01.12.2013—20.02.2014

Cattedrale

Art, Exhibition collective, Roma

Opening 30 November 2013

Introduction

Dates
01.12.2013
20.02.2014
Location
Roma
Category
Art, Exhibition collective
Information

Opening 30 November 2013

Cattedrale is a work commissioned by the Swiss Institute in Rome, constructed during three sessions of work and discussion from June to November 2013 by: Sunah Choi, Enzo Cucchi, Michele Di Menna, Paolo Do, Daniel Knorr, Salvatore Lacagnina, Victor Man, Maximage, Lorenzo Micheli Gigotti, Dan Perjovschi, Fabio Marco Pirovino, Thomas Sauter, Maximilian Zentz Zlomovitz, Valentina Vetturi, Jakub Julian Ziolkowski.

The artists were invited by Enzo Cucchi, Salvatore Lacagnina and Victor Man.

 

Cattedrale is an idea developed in the context of the Draftsmen’s Congress due to the need for debate on the value of painting today, the power of the image and imagination, and the potential of art to transform reality, summing up meaning and playing a leading role in contemporary society.

An art that is still capable of being “vulgar” in the original sense of the term, speaking a historical and collective language, outside the sheltered and protective confines of the so-called art world with its fairs and exhibitions.

An encounter where the work of an artist is shown and establishes a dialogue with that of another artist.
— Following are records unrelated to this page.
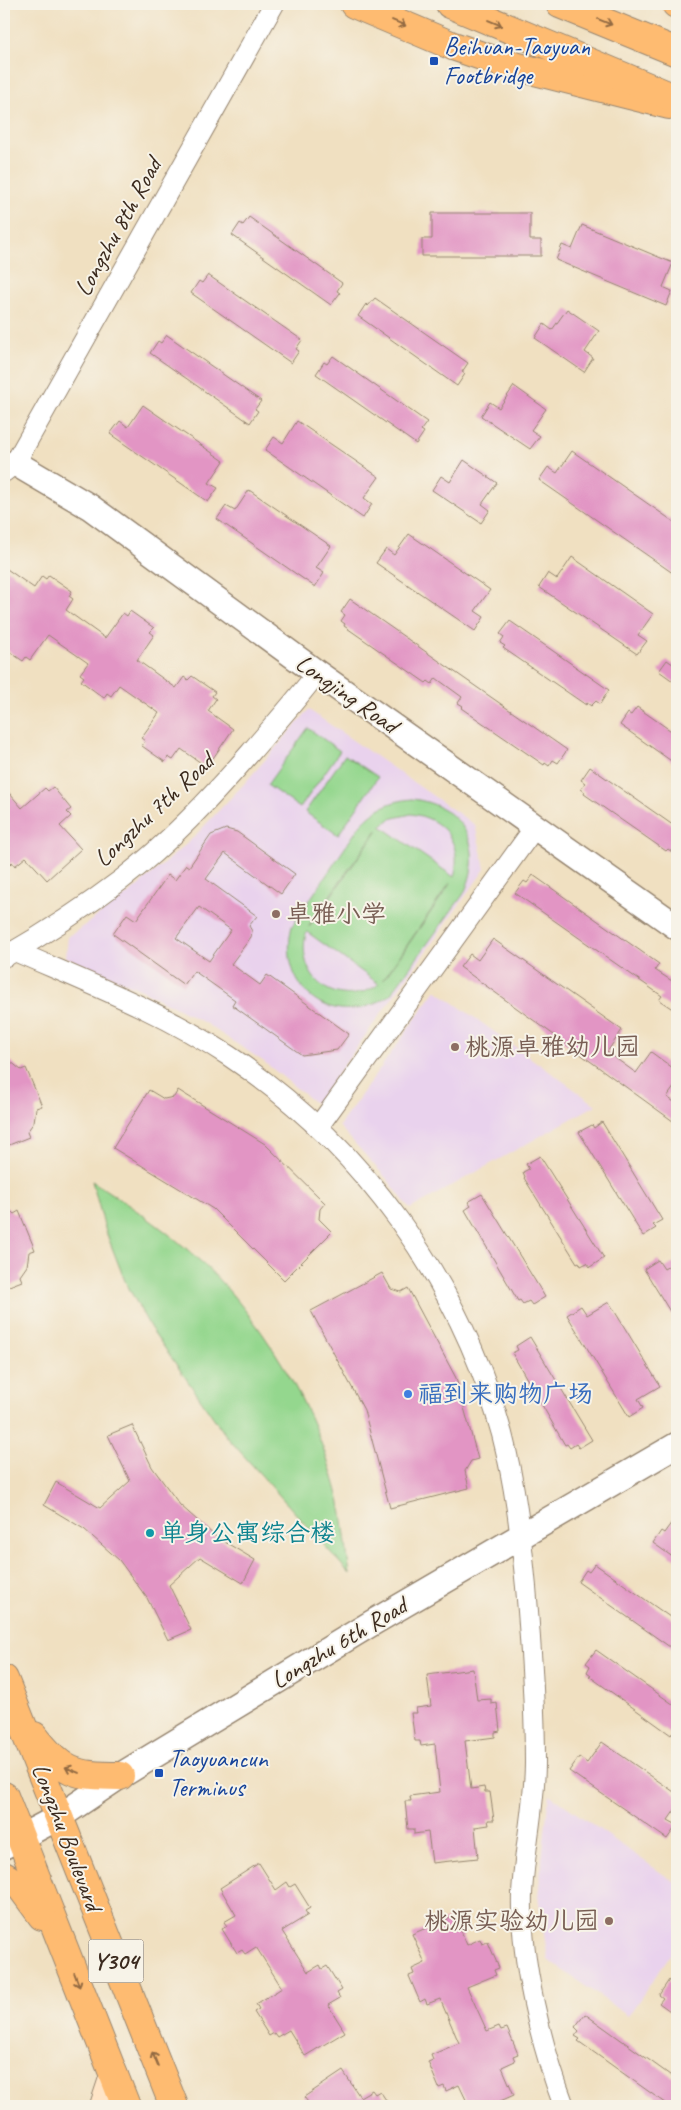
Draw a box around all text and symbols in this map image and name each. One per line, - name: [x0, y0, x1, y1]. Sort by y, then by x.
- one-way arrow: [391, 18, 406, 28]
- one-way arrow: [487, 18, 502, 28]
- one-way arrow: [597, 18, 612, 28]
- place label: Beihuan-Taoyuan Footbridge: [444, 31, 591, 92]
- marker: Beihuan-Taoyuan Footbridge: [428, 55, 440, 67]
- street label: Longzhu 8th Road: [67, 149, 171, 302]
- street label: Longjing Road: [289, 647, 407, 743]
- street label: Longzhu 7th Road: [87, 744, 223, 874]
- place label: 卓雅小学: [286, 898, 386, 930]
- marker: 卓雅小学: [270, 908, 282, 920]
- place label: 桃源卓雅幼儿园: [465, 1031, 640, 1063]
- marker: 桃源卓雅幼儿园: [449, 1041, 461, 1053]
- place label: 福到来购物广场: [418, 1378, 593, 1410]
- marker: 福到来购物广场: [402, 1388, 414, 1400]
- place label: 单身公寓综合楼: [160, 1517, 335, 1549]
- marker: 单身公寓综合楼: [144, 1527, 156, 1539]
- street label: Longzhu 6th Road: [265, 1588, 416, 1696]
- place label: Taoyuancun Terminus: [169, 1743, 268, 1804]
- street label: Longzhu Boulevard: [24, 1759, 111, 1919]
- one-way arrow: [65, 1765, 80, 1775]
- marker: Taoyuancun Terminus: [153, 1767, 165, 1779]
- place label: 桃源实验幼儿园: [424, 1905, 599, 1937]
- marker: 桃源实验幼儿园: [603, 1915, 615, 1927]
- road number: Y304: [88, 1940, 144, 1982]
- one-way arrow: [72, 1972, 82, 1987]
- one-way arrow: [150, 2052, 159, 2067]

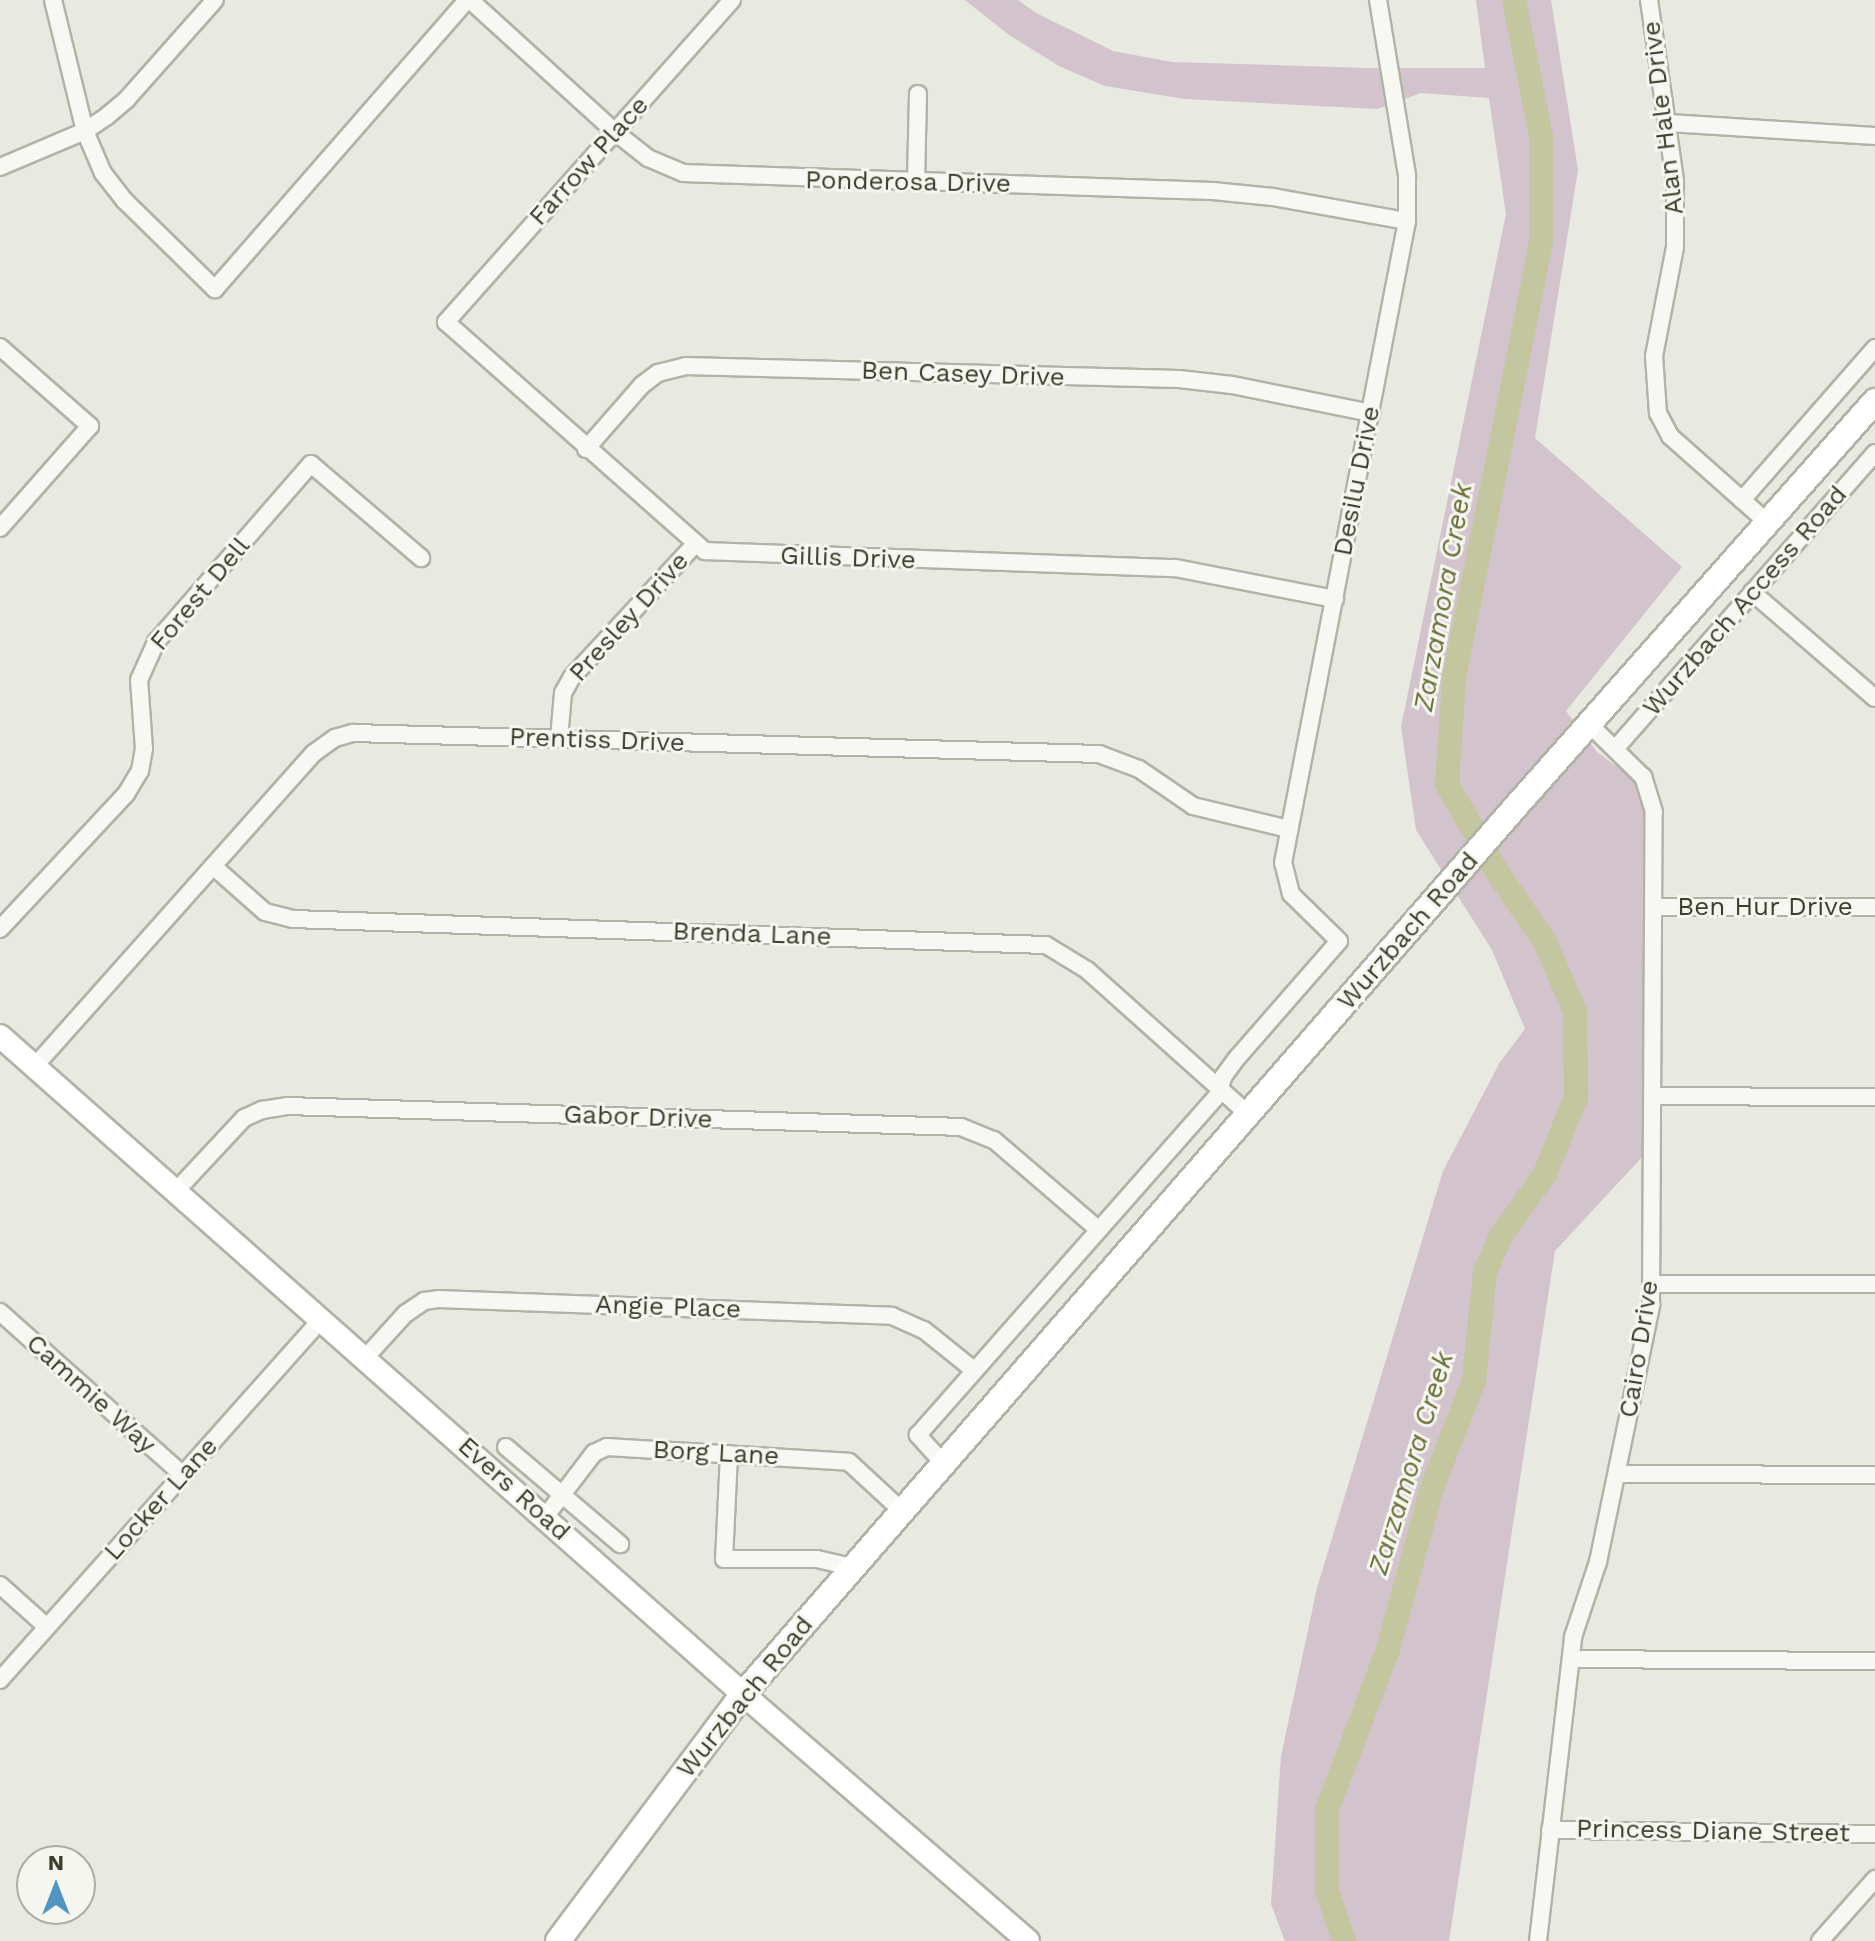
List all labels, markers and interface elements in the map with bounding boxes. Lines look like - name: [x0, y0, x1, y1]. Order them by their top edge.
- street label: Alan Hale Drive: [1636, 19, 1690, 217]
- street label: Farrow Place: [523, 90, 655, 232]
- street label: Ponderosa Drive: [805, 165, 1011, 199]
- street label: Ben Casey Drive: [860, 355, 1066, 393]
- street label: Desilu Drive: [1327, 403, 1387, 559]
- street label: Wurzbach Access Road: [1636, 479, 1854, 723]
- water label: Zarzamora Creek: [1406, 480, 1480, 714]
- street label: Forest Dell: [144, 531, 256, 657]
- street label: Gillis Drive: [780, 540, 916, 576]
- street label: Presley Drive: [563, 546, 695, 688]
- street label: Prentiss Drive: [509, 721, 685, 759]
- street label: Wurzbach Road: [1331, 846, 1485, 1016]
- street label: Ben Hur Drive: [1677, 891, 1853, 923]
- street label: Brenda Lane: [672, 916, 832, 952]
- street label: Gabor Drive: [563, 1099, 713, 1135]
- street label: Cairo Drive: [1613, 1278, 1665, 1420]
- street label: Angie Place: [595, 1289, 741, 1325]
- street label: Cammie Way: [20, 1327, 162, 1461]
- water label: Zarzamora Creek: [1361, 1348, 1461, 1578]
- street label: Evers Road: [451, 1430, 577, 1548]
- street label: Locker Lane: [97, 1431, 225, 1567]
- street label: Borg Lane: [652, 1434, 780, 1472]
- street label: Wurzbach Road: [670, 1610, 820, 1784]
- street label: Princess Diane Street: [1576, 1813, 1850, 1849]
- north arrow: [16, 1845, 96, 1925]
- text: N: [48, 1850, 64, 1875]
A collective project where authorship and hierarchy are reconfigured, as in the construction of a historic cathedral, where each contribution added signs and images in an effort to achieve a shared objective.

Cattedrale makes the effects of art immediately visible, the fate of a sign or an image, over and above the will of its maker. We might apply to art the reflections of the great poet Joseph Brodsky on language: “even if the writer thinks otherwise, he is merely an instrument of the language, one of its means of existence. We are immersed in language, like bodies in water, and if as a result of our wallowing the level in the vessel rises, it is more due to the law of Archimedes than to our personal merits. What seems like an achievement from the author’s viewpoint seems inevitable, from that of language, whether it be dolce or amaro stil novo.